Collected data entries:
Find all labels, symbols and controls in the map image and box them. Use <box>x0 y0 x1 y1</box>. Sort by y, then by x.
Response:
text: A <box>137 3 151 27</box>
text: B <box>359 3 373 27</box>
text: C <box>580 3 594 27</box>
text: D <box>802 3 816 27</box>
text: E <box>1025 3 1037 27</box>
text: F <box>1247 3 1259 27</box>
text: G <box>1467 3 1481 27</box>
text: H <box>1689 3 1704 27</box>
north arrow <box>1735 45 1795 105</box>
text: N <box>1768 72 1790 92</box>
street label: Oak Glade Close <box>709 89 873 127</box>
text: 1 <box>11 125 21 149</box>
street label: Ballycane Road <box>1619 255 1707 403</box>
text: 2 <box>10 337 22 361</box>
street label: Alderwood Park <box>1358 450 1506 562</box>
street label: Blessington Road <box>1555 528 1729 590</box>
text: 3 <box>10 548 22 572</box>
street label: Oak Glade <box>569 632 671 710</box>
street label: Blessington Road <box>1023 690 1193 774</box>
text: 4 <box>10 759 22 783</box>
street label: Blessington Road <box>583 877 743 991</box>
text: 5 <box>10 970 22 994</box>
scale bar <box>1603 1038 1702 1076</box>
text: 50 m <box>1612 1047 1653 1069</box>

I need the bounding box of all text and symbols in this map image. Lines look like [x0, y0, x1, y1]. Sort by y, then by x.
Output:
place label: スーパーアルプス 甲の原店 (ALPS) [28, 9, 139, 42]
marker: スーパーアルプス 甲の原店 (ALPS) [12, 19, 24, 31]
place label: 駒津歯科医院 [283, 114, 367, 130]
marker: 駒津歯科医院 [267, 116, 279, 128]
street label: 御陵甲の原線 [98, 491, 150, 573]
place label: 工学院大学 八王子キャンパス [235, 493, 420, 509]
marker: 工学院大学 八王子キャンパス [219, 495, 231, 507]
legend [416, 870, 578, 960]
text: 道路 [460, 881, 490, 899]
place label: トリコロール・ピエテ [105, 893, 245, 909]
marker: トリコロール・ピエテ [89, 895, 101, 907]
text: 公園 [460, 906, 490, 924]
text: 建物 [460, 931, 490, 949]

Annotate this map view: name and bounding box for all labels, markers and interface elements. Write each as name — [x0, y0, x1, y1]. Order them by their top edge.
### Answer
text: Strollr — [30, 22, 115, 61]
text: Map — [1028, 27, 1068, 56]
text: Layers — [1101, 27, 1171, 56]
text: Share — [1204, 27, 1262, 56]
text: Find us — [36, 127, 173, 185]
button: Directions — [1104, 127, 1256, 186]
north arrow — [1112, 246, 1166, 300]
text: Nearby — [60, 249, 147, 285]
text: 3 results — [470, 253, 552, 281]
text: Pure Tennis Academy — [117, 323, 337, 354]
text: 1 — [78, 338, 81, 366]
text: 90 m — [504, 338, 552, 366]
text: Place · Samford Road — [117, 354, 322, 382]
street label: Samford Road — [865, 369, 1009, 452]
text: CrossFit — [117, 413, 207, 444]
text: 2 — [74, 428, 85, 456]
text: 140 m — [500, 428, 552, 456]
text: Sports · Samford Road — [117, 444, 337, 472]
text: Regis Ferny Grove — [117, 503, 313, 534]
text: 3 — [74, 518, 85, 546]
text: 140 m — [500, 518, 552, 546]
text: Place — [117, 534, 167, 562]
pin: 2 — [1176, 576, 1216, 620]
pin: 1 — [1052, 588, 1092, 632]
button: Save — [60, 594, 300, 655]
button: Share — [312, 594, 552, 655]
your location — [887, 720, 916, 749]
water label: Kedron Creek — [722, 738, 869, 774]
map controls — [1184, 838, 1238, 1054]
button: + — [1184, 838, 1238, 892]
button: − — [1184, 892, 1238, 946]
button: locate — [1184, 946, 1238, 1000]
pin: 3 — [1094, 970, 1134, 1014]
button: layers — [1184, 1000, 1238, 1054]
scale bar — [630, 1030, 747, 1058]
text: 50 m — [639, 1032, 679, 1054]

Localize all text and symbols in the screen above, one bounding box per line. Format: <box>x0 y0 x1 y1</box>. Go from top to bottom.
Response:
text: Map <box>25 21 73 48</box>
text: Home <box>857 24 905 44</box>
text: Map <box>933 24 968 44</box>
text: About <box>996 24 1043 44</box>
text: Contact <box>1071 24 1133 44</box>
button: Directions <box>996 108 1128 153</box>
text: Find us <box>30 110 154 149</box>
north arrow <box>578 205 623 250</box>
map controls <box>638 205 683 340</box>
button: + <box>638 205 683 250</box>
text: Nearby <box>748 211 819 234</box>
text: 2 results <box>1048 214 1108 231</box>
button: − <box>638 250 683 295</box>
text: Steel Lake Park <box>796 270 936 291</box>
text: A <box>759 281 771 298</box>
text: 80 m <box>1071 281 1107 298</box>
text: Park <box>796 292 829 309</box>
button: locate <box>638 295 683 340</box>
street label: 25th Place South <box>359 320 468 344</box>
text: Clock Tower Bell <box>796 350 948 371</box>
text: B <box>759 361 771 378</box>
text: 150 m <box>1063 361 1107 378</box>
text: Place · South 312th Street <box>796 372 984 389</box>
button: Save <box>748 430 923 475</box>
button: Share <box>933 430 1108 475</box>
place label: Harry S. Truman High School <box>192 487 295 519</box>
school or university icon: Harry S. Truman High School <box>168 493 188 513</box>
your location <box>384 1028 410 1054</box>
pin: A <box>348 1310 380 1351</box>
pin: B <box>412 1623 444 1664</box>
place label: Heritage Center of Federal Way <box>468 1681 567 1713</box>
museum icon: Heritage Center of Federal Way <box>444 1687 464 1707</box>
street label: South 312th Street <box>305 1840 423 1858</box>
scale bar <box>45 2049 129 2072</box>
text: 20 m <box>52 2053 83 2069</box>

Required action:
Give an exact copy of all the data shown above.

Result of this task:
Find all labels, symbols and controls in the map image and box them. Use <box>x0 y0 x1 y1</box>. Sort by y, then by x.
Response:
text: A <box>137 3 151 27</box>
text: B <box>359 3 373 27</box>
text: C <box>580 3 594 27</box>
text: D <box>802 3 816 27</box>
text: E <box>1025 3 1037 27</box>
text: F <box>1247 3 1259 27</box>
text: G <box>1467 3 1481 27</box>
text: H <box>1689 3 1704 27</box>
north arrow <box>1735 45 1795 105</box>
text: N <box>1768 72 1790 92</box>
street label: Oak Glade Close <box>709 89 873 127</box>
text: 1 <box>11 125 21 149</box>
street label: Ballycane Road <box>1619 255 1707 403</box>
text: 2 <box>10 337 22 361</box>
street label: Alderwood Park <box>1358 450 1506 562</box>
street label: Blessington Road <box>1555 528 1729 590</box>
text: 3 <box>10 548 22 572</box>
street label: Oak Glade <box>569 632 671 710</box>
street label: Blessington Road <box>1023 690 1193 774</box>
text: 4 <box>10 759 22 783</box>
street label: Blessington Road <box>583 877 743 991</box>
text: 5 <box>10 970 22 994</box>
scale bar <box>1603 1038 1702 1076</box>
text: 50 m <box>1612 1047 1653 1069</box>

I need the bounding box of all text and symbols in this map image. Lines look like [x0, y0, x1, y1]. Sort by y, then by x.
Output:
place label: スーパーアルプス 甲の原店 (ALPS) [28, 9, 139, 42]
marker: スーパーアルプス 甲の原店 (ALPS) [12, 19, 24, 31]
place label: 駒津歯科医院 [283, 114, 367, 130]
marker: 駒津歯科医院 [267, 116, 279, 128]
street label: 御陵甲の原線 [98, 491, 150, 573]
place label: 工学院大学 八王子キャンパス [235, 493, 420, 509]
marker: 工学院大学 八王子キャンパス [219, 495, 231, 507]
legend [416, 870, 578, 960]
text: 道路 [460, 881, 490, 899]
place label: トリコロール・ピエテ [105, 893, 245, 909]
marker: トリコロール・ピエテ [89, 895, 101, 907]
text: 公園 [460, 906, 490, 924]
text: 建物 [460, 931, 490, 949]

Annotate this map view: name and bounding box for all labels, markers and interface elements. Write each as name — [x0, y0, x1, y1]. Order them by their top edge.
### Answer
text: Strollr — [30, 22, 115, 61]
text: Map — [1028, 27, 1068, 56]
text: Layers — [1101, 27, 1171, 56]
text: Share — [1204, 27, 1262, 56]
text: Find us — [36, 127, 173, 185]
button: Directions — [1104, 127, 1256, 186]
north arrow — [1112, 246, 1166, 300]
text: Nearby — [60, 249, 147, 285]
text: 3 results — [470, 253, 552, 281]
text: Pure Tennis Academy — [117, 323, 337, 354]
text: 1 — [78, 338, 81, 366]
text: 90 m — [504, 338, 552, 366]
text: Place · Samford Road — [117, 354, 322, 382]
street label: Samford Road — [865, 369, 1009, 452]
text: CrossFit — [117, 413, 207, 444]
text: 2 — [74, 428, 85, 456]
text: 140 m — [500, 428, 552, 456]
text: Sports · Samford Road — [117, 444, 337, 472]
text: Regis Ferny Grove — [117, 503, 313, 534]
text: 3 — [74, 518, 85, 546]
text: 140 m — [500, 518, 552, 546]
text: Place — [117, 534, 167, 562]
pin: 2 — [1176, 576, 1216, 620]
pin: 1 — [1052, 588, 1092, 632]
button: Save — [60, 594, 300, 655]
button: Share — [312, 594, 552, 655]
your location — [887, 720, 916, 749]
water label: Kedron Creek — [722, 738, 869, 774]
map controls — [1184, 838, 1238, 1054]
button: + — [1184, 838, 1238, 892]
button: − — [1184, 892, 1238, 946]
button: locate — [1184, 946, 1238, 1000]
pin: 3 — [1094, 970, 1134, 1014]
button: layers — [1184, 1000, 1238, 1054]
scale bar — [630, 1030, 747, 1058]
text: 50 m — [639, 1032, 679, 1054]

Localize all text and symbols in the screen above, one bounding box per line. Format: <box>x0 y0 x1 y1</box>. Go from top to bottom.
Response:
text: Map <box>25 21 73 48</box>
text: Home <box>857 24 905 44</box>
text: Map <box>933 24 968 44</box>
text: About <box>996 24 1043 44</box>
text: Contact <box>1071 24 1133 44</box>
button: Directions <box>996 108 1128 153</box>
text: Find us <box>30 110 154 149</box>
north arrow <box>578 205 623 250</box>
map controls <box>638 205 683 340</box>
button: + <box>638 205 683 250</box>
text: Nearby <box>748 211 819 234</box>
text: 2 results <box>1048 214 1108 231</box>
button: − <box>638 250 683 295</box>
text: Steel Lake Park <box>796 270 936 291</box>
text: A <box>759 281 771 298</box>
text: 80 m <box>1071 281 1107 298</box>
text: Park <box>796 292 829 309</box>
button: locate <box>638 295 683 340</box>
street label: 25th Place South <box>359 320 468 344</box>
text: Clock Tower Bell <box>796 350 948 371</box>
text: B <box>759 361 771 378</box>
text: 150 m <box>1063 361 1107 378</box>
text: Place · South 312th Street <box>796 372 984 389</box>
button: Save <box>748 430 923 475</box>
button: Share <box>933 430 1108 475</box>
place label: Harry S. Truman High School <box>192 487 295 519</box>
school or university icon: Harry S. Truman High School <box>168 493 188 513</box>
your location <box>384 1028 410 1054</box>
pin: A <box>348 1310 380 1351</box>
pin: B <box>412 1623 444 1664</box>
place label: Heritage Center of Federal Way <box>468 1681 567 1713</box>
museum icon: Heritage Center of Federal Way <box>444 1687 464 1707</box>
street label: South 312th Street <box>305 1840 423 1858</box>
scale bar <box>45 2049 129 2072</box>
text: 20 m <box>52 2053 83 2069</box>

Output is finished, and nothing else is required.